With this relatively inexpensive task, threads is almost 4x faster than serial, and distributed is about 2x faster. I was surprised that the remote channels version is a little slower than pmap. I anticipated it would be faster since the work functions are continuously running, while pmap launches new functions at each step of the outer loop. However, I don’t have a great understanding of distributed computing. Is there something sub-optimal about what I’ve written?
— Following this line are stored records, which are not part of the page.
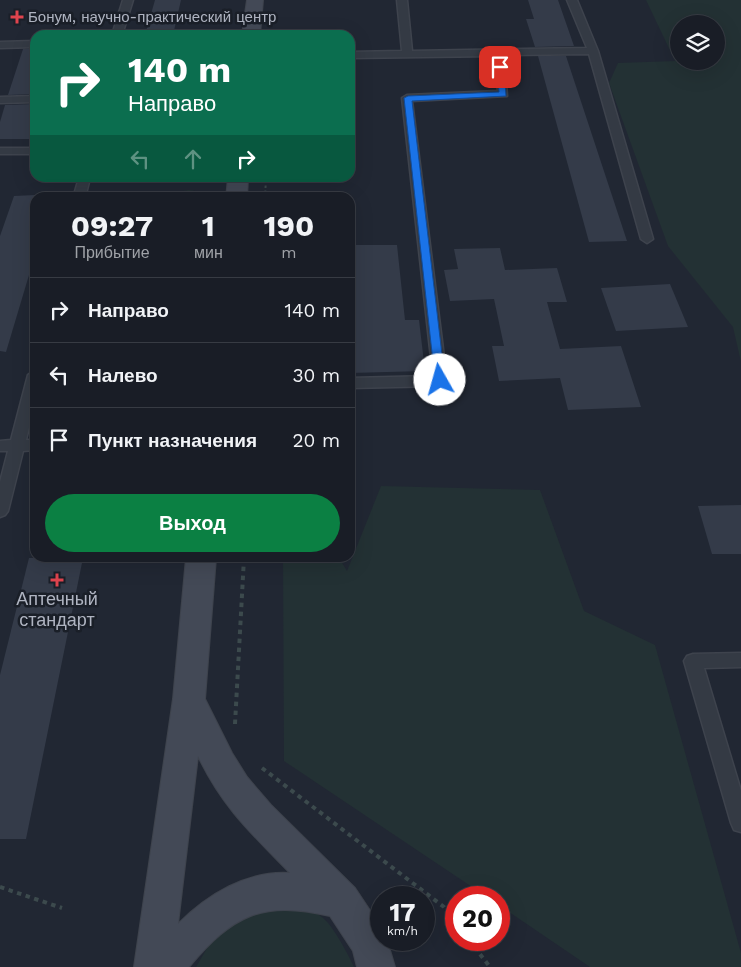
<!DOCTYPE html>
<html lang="ru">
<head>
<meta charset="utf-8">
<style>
  :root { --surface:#191d26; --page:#22262e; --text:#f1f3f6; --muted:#9fa2a7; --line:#373b43; --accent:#0b8043 }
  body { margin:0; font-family:"Work Sans",sans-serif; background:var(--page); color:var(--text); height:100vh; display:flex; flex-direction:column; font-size:19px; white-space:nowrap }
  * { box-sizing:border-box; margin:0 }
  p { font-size:16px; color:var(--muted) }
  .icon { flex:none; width:28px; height:28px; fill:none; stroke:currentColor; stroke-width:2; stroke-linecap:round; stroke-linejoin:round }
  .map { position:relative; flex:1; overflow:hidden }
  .side { position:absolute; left:30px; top:192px; width:325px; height:370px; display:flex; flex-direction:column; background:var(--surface); border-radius:15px; box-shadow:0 5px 20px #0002,0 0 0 1px var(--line) }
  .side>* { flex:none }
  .guide { position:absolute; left:30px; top:30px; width:325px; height:152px; border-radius:15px; box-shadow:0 5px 20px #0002,0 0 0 1px var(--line); background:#0b6e4f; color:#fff; overflow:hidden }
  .controls { position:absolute; left:670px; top:15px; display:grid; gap:10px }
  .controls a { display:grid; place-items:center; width:55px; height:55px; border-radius:50%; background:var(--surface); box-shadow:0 5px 20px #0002,0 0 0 1px var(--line); font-size:25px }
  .speed { position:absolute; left:370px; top:886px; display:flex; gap:10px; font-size:25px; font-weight:700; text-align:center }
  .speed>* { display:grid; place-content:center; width:65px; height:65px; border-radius:50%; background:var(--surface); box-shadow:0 5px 20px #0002,0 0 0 1px var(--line); line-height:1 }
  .speed small { font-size:12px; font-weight:400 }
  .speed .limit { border:8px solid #d22; background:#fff; color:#111 }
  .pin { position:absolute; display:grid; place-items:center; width:42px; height:42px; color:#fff; margin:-21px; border-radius:10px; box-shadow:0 2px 8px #0006 }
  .me { position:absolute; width:55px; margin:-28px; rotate:353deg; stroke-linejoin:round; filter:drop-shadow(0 0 4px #0008) }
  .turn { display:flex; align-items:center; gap:18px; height:105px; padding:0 15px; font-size:22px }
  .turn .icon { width:65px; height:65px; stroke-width:2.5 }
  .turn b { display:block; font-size:35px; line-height:42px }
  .lanes { display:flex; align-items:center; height:48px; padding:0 15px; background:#0003; justify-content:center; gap:25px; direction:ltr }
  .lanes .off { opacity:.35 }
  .eta { display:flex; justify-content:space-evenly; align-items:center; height:85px; text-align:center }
  .eta b { font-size:30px; font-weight:700; line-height:35px }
  .action { display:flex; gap:10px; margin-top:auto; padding:10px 15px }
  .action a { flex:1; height:58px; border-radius:30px; background:var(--accent); color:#fff; font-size:20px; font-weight:700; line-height:58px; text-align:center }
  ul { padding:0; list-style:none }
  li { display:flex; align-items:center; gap:15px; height:65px; padding:0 15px; border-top:1px solid var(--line) }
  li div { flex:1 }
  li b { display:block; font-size:19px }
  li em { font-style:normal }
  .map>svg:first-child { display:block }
</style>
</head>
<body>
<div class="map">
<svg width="741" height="967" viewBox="0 0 741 967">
  <rect width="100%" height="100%" fill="#212733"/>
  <g fill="#233134" fill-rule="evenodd">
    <path d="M 646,0 L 741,0 L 741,362 L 733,327 L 668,246 L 609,83 L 618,63 L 675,61 ZM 679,24 L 716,24 L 716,61 L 679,61 Z"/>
    <polygon points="189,190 216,195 215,197 146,197"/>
    <polygon points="381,486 540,490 584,611 655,645 741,953 741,967 590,967 499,905 499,898 487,897 284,761 283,558 339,558 347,571"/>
    <path d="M 257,907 C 277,907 301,905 319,915 C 331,921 348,954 354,967 L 196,967 L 213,938 Z"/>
  </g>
  <g fill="#343b49">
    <polygon points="155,0 181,0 173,35 145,35"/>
    <polygon points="528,0 558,0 574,46 535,47 526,19 534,19"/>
    <polygon points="23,49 35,49 35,94 8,95"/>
    <polygon points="538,56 566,56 627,241 589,242"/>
    <polygon points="35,104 35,139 0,139 0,122 5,105"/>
    <polygon points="35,195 35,255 6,352 0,351 0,236 14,196"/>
    <polygon points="350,245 397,245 405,320 419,320 425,371 350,373"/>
    <polygon points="500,248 505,270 557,268 567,302 547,302 560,349 621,346 641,407 568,410 560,378 499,381 492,346 504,346 494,299 450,301 444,270 458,269 454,249"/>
    <polygon points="670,284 688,327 616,331 601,288"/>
    <polygon points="741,505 741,554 712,554 698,506"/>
    <polygon points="29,558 83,558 26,839 0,839 0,675"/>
  </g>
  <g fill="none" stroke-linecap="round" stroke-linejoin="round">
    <g stroke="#3e434d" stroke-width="3">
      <g id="lane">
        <polygon points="123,0 133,0 122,35 112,35"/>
        <polygon points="397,0 407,0 412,51 587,48 567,0 577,0 598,51 653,239 647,243 641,239 589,54 504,55 507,96 412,101 447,381 440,386 350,388 350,378 433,376 402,98 407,95 498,91 494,56 350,58 350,52 402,51"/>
        <polygon points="35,41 35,47 0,48 0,42"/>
        <polygon points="35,96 35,102 0,103 0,97"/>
        <rect x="0" y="148" width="35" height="6"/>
        <polygon points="79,178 90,178 85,198 73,198"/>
        <polygon points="35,370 35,402 26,440 35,440 35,450 23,451 8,511 5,515 0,517 0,482 8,451 0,451 0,441 11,440 28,375"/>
        <polygon points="741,653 741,667 704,668 741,791 741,832 734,830 731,823 684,661 687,656 693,654"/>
      </g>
    </g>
    <g stroke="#3e434d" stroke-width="2">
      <g id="secondary">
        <polygon points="247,0 263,0 260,35 242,35"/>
        <polygon points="228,178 248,178 247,198 226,198"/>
        <path d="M 186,558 L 216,558 L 205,699 L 232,753 L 247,777 L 271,805 L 355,888 L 381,927 L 381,940 L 387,940 L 395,967 L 357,967 L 353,951 L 330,916 C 262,900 233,915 189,967 L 134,967 L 173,699 ZM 198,756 C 222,807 252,834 290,873 C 247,870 207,895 178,924 Z"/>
      </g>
    </g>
    <polyline stroke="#3c4a4d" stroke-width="2" stroke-dasharray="2.5 2.5" stroke-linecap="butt" points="265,198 266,178"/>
    <g stroke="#3c4a4d" stroke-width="4" stroke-dasharray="4.5 4.5" stroke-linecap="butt">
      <polyline points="235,724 244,558"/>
      <polyline points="262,768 444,907 456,923"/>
      <polyline points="0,887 62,908"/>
      <polyline points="469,940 490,967"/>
    </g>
    <use href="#lane" fill="#343a44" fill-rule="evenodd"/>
    <use href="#secondary" fill="#434956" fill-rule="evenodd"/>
  </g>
  <polygon fill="#1a73e8" stroke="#114b97" points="500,65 504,67 506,96 412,101 445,380 440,384 435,380 404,98 408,96 499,92 497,67"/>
  <g fill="#e0444e" stroke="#1a1f28" stroke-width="2">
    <path d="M14.5 9.5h5v5h5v5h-5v5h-5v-5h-5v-5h5z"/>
    <path d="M54.5 572.5h5v5h5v5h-5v5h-5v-5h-5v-5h5z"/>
  </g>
  <g text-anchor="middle" stroke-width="5" stroke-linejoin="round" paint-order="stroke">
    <g font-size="15" fill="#afb4c1" stroke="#1a1f28" text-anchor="start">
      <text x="28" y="22">Бонум, научно-практический центр</text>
    </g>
    <g font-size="18" fill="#afb4c1" stroke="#1a1f28">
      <text x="57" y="605">Аптечный<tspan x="57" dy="21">стандарт</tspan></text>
    </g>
  </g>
</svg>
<div class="controls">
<a><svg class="icon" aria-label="layers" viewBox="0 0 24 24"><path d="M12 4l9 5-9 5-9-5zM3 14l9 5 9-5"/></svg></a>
</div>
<div class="speed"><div>17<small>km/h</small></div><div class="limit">20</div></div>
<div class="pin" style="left:500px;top:67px;background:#d93025"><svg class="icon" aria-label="arrive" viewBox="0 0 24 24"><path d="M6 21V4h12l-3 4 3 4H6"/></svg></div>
<svg class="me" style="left:440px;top:380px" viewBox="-20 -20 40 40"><circle r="19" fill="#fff"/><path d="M0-13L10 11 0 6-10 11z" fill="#1a73e8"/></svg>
<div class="guide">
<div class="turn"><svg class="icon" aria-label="right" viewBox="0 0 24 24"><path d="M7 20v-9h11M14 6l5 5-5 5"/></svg><div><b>140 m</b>Направо</div></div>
<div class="lanes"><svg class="icon off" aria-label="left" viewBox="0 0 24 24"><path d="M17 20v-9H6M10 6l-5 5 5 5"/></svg><svg class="icon off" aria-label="ahead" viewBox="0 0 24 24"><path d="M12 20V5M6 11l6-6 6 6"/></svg><svg class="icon" aria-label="right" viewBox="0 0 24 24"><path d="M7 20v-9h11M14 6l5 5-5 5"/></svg></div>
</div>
<section class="side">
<div class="eta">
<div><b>09:27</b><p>Прибытие</p></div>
<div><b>1</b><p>мин</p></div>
<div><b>190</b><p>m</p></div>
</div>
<ul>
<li><svg class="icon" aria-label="right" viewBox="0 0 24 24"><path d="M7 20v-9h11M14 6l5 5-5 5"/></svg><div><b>Направо</b></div><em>140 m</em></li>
<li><svg class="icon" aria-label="left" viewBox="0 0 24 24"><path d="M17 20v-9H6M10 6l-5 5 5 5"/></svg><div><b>Налево</b></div><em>30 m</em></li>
<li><svg class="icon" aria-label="arrive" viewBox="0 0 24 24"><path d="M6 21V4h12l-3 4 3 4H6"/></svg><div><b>Пункт назначения</b></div><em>20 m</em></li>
</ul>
<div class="action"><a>Выход</a></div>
</section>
</div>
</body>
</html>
I took a look at your notebook and it doesn’t seem to have the remoteChannel version you refer to. I’m curious to know why the pmap version of your computation might be faster than the remoteChannel version. One complete guess is that maybe the pmap version is utilizing a caching pool while the remoteChannel version is not, so the remoteChannel version is re-sending some piece of data multiple times while the pmap version only has to do so once? Just a complete guess but might be worth looking into.
Sorry, I had updated that gist and it looks like I took out the RemoteChannel part. I brought back the old version and updated the post.
I’m not using a CachingPool in the pmap part, unless it automatically uses one. I don’t think there is any extra data in the closure anyways. All the data is either in the module or explicitly transferred.
The speed difference is only about 10% anyway, so it’s not critical. I had just hoped the RemoteChannel would beat pmap and get the performance closer to that of threads.